Stored items:

Segment Open

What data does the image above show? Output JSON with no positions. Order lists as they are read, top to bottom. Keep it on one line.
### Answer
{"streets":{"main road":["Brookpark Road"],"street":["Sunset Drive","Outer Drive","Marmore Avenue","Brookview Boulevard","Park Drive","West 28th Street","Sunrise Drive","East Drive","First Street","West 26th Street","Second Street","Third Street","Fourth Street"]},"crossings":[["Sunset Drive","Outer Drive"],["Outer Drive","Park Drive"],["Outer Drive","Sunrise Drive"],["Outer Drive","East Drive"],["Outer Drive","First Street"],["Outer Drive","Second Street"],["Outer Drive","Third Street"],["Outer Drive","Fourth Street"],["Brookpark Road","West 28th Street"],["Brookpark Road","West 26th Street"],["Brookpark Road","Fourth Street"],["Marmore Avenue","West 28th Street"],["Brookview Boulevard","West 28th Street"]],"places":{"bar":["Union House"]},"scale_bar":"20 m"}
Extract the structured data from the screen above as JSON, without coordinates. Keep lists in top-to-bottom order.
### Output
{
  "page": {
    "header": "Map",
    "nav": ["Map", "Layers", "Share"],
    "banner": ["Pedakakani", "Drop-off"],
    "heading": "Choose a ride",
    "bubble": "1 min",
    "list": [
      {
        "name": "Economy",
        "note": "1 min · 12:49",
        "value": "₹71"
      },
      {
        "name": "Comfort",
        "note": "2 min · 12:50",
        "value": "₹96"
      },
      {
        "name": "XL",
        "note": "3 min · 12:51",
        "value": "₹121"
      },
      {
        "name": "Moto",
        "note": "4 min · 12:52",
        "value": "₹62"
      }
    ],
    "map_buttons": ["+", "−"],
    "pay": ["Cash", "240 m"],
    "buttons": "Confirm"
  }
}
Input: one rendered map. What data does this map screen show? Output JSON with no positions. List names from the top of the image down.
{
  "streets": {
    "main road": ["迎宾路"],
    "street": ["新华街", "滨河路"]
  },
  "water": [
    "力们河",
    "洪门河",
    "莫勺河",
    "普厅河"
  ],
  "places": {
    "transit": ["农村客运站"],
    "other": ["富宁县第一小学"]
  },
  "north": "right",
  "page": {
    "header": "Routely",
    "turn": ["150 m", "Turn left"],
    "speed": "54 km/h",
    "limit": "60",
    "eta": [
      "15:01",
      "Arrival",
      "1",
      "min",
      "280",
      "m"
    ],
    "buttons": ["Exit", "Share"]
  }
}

Segment Closed

*Work task*: Exactly as shown above, return every record.

*Result of the task*:
What data does the image above show? Output JSON with no positions. Order lists as they are read, top to bottom. Keep it on one line.
### Answer
{"streets":{"main road":["Brookpark Road"],"street":["Sunset Drive","Outer Drive","Marmore Avenue","Brookview Boulevard","Park Drive","West 28th Street","Sunrise Drive","East Drive","First Street","West 26th Street","Second Street","Third Street","Fourth Street"]},"crossings":[["Sunset Drive","Outer Drive"],["Outer Drive","Park Drive"],["Outer Drive","Sunrise Drive"],["Outer Drive","East Drive"],["Outer Drive","First Street"],["Outer Drive","Second Street"],["Outer Drive","Third Street"],["Outer Drive","Fourth Street"],["Brookpark Road","West 28th Street"],["Brookpark Road","West 26th Street"],["Brookpark Road","Fourth Street"],["Marmore Avenue","West 28th Street"],["Brookview Boulevard","West 28th Street"]],"places":{"bar":["Union House"]},"scale_bar":"20 m"}
Extract the structured data from the screen above as JSON, without coordinates. Keep lists in top-to-bottom order.
### Output
{
  "page": {
    "header": "Map",
    "nav": ["Map", "Layers", "Share"],
    "banner": ["Pedakakani", "Drop-off"],
    "heading": "Choose a ride",
    "bubble": "1 min",
    "list": [
      {
        "name": "Economy",
        "note": "1 min · 12:49",
        "value": "₹71"
      },
      {
        "name": "Comfort",
        "note": "2 min · 12:50",
        "value": "₹96"
      },
      {
        "name": "XL",
        "note": "3 min · 12:51",
        "value": "₹121"
      },
      {
        "name": "Moto",
        "note": "4 min · 12:52",
        "value": "₹62"
      }
    ],
    "map_buttons": ["+", "−"],
    "pay": ["Cash", "240 m"],
    "buttons": "Confirm"
  }
}
Input: one rendered map. What data does this map screen show? Output JSON with no positions. List names from the top of the image down.
{
  "streets": {
    "main road": ["迎宾路"],
    "street": ["新华街", "滨河路"]
  },
  "water": [
    "力们河",
    "洪门河",
    "莫勺河",
    "普厅河"
  ],
  "places": {
    "transit": ["农村客运站"],
    "other": ["富宁县第一小学"]
  },
  "north": "right",
  "page": {
    "header": "Routely",
    "turn": ["150 m", "Turn left"],
    "speed": "54 km/h",
    "limit": "60",
    "eta": [
      "15:01",
      "Arrival",
      "1",
      "min",
      "280",
      "m"
    ],
    "buttons": ["Exit", "Share"]
  }
}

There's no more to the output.